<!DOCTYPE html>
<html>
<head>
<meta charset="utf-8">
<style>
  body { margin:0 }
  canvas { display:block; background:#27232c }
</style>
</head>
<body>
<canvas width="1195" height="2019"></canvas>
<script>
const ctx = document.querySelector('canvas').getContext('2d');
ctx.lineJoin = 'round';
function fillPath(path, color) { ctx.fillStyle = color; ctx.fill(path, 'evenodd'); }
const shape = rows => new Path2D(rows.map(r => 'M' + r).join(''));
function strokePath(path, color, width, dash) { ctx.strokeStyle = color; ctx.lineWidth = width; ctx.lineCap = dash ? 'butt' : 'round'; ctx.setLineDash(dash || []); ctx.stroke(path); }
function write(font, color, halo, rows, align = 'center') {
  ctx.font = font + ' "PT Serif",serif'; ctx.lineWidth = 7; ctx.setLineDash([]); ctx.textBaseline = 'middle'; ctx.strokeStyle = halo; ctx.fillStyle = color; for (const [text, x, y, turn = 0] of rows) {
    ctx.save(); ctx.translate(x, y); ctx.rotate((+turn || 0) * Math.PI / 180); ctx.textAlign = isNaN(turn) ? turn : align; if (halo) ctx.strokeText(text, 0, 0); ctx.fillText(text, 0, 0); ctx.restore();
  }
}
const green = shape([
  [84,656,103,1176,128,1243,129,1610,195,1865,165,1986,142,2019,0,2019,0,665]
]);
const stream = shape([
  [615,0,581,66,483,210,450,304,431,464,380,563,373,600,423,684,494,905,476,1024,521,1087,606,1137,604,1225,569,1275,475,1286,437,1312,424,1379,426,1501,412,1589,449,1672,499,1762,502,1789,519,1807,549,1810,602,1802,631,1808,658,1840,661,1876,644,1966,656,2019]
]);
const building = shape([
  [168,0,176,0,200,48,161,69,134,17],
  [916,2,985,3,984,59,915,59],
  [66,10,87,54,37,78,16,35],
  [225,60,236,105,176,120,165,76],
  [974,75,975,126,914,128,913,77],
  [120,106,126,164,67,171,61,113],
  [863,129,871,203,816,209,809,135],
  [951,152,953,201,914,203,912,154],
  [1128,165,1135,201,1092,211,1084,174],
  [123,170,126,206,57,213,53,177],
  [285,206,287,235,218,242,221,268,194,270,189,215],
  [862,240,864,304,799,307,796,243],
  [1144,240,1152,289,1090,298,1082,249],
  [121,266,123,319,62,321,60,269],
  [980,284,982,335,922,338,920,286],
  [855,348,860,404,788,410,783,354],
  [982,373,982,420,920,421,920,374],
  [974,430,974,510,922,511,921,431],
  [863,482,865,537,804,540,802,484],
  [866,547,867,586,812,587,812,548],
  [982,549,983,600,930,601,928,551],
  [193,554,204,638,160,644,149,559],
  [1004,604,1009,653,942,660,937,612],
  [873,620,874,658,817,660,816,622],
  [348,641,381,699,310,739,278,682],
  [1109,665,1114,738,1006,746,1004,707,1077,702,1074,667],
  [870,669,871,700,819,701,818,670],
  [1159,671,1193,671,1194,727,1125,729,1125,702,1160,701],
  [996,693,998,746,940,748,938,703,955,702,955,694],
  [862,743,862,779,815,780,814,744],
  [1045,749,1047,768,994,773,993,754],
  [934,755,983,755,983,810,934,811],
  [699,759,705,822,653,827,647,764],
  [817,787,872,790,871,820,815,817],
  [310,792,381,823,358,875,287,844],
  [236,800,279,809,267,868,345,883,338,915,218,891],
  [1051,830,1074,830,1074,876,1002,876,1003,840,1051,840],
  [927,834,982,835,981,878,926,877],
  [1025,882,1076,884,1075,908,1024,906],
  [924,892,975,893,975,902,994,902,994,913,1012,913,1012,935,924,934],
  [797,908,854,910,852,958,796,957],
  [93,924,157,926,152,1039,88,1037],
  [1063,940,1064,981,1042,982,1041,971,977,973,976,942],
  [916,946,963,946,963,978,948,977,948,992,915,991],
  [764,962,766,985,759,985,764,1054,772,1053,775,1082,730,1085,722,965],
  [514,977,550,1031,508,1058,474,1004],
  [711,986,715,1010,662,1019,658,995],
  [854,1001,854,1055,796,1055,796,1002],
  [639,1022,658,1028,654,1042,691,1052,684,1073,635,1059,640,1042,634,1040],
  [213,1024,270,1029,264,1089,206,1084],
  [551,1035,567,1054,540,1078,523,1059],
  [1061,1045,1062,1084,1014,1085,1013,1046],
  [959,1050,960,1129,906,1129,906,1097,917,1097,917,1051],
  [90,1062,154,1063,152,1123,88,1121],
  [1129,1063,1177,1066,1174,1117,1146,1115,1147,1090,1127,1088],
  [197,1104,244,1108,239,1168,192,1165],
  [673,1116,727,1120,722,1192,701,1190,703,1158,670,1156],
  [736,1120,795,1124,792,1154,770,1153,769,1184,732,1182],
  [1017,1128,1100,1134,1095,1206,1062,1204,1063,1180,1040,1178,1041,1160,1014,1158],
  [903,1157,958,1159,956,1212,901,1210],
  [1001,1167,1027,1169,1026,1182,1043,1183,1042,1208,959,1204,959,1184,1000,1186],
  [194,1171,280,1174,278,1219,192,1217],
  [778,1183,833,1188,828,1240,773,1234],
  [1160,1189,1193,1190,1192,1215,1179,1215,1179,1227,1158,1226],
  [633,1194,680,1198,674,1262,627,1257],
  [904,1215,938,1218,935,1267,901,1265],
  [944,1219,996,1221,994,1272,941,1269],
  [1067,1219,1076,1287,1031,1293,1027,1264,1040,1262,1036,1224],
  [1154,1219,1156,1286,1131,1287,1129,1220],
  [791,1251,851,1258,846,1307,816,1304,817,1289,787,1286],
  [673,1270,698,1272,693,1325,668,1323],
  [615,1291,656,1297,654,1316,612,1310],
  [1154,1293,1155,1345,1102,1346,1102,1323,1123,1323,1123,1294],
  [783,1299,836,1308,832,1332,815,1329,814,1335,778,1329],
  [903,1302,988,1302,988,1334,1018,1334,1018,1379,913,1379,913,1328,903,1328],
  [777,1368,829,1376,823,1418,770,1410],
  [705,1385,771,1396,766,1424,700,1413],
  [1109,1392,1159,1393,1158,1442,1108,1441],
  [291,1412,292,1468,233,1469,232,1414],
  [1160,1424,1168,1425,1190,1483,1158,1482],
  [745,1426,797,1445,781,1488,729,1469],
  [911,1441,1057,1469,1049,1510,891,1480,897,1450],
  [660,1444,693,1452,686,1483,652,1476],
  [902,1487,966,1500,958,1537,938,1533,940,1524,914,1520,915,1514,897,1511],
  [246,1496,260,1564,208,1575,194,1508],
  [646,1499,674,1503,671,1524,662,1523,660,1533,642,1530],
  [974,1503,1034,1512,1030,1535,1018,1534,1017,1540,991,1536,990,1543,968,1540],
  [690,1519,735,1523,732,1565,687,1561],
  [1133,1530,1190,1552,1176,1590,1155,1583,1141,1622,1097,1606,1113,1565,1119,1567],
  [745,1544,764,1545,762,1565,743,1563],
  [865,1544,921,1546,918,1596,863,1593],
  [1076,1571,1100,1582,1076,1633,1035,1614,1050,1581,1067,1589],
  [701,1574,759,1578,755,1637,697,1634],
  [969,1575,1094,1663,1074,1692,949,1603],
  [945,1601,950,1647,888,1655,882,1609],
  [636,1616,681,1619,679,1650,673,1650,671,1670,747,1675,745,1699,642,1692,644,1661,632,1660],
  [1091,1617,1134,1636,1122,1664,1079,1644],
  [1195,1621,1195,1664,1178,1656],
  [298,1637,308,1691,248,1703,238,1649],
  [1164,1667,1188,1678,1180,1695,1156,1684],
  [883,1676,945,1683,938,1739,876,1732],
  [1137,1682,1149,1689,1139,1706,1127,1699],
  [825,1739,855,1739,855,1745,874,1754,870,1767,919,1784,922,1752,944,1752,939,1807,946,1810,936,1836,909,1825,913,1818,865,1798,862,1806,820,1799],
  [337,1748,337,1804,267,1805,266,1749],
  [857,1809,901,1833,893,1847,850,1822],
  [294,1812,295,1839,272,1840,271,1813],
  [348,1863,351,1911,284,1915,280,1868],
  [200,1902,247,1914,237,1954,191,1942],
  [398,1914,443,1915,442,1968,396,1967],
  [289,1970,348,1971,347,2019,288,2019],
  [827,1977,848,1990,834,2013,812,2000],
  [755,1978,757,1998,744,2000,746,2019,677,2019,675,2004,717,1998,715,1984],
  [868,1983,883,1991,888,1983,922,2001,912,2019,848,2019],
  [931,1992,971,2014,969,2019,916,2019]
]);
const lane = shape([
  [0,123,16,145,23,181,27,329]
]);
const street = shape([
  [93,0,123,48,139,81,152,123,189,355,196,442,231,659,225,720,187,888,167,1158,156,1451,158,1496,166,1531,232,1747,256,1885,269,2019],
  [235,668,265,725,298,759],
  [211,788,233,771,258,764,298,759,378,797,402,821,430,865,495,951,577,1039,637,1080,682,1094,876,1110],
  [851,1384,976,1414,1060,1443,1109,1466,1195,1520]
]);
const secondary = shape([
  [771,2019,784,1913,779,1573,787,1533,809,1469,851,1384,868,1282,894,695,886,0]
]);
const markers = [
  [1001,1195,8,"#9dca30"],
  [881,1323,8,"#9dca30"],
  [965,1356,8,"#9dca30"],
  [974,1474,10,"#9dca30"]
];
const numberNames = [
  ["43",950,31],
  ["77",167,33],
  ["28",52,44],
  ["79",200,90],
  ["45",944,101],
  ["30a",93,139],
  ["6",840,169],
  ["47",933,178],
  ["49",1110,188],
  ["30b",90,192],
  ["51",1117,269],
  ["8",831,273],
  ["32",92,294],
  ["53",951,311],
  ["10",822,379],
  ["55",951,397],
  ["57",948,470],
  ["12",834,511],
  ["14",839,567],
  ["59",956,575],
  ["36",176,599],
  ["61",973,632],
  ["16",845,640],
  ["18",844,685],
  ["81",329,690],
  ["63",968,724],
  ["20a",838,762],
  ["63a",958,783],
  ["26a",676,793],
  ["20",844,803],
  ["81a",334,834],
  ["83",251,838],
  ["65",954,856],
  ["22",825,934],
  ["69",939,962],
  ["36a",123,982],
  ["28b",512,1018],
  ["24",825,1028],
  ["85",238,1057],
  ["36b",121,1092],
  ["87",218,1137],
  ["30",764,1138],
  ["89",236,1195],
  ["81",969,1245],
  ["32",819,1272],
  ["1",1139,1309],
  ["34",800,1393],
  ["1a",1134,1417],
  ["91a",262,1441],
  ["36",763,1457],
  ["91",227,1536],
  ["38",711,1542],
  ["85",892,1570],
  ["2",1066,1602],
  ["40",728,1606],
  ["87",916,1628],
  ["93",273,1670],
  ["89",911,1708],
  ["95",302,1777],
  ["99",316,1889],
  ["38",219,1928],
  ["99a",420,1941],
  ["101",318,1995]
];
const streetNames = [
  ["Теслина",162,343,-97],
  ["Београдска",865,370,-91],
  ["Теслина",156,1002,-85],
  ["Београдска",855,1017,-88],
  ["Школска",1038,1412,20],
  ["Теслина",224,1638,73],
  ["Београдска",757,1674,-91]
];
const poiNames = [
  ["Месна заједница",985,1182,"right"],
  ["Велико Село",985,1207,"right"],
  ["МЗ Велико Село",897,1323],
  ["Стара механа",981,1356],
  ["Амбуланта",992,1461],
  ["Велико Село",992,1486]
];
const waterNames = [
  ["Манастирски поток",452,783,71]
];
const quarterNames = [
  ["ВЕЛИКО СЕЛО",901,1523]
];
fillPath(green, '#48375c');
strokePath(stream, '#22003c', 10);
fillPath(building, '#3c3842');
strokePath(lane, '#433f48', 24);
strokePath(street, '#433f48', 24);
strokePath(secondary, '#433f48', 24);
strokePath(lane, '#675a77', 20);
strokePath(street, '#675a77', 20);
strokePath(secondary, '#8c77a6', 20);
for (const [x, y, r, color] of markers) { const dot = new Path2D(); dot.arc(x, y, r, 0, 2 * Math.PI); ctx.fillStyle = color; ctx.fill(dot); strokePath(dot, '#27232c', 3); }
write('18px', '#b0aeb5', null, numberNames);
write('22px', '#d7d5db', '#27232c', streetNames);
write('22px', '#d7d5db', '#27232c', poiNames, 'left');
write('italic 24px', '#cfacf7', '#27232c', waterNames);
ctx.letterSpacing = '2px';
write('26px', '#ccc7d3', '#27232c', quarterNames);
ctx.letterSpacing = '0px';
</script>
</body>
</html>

···

What the exercise asks: Line count for the string "align": please say how many lines in the entries above contain it, with no other words.

Solved exercise: 2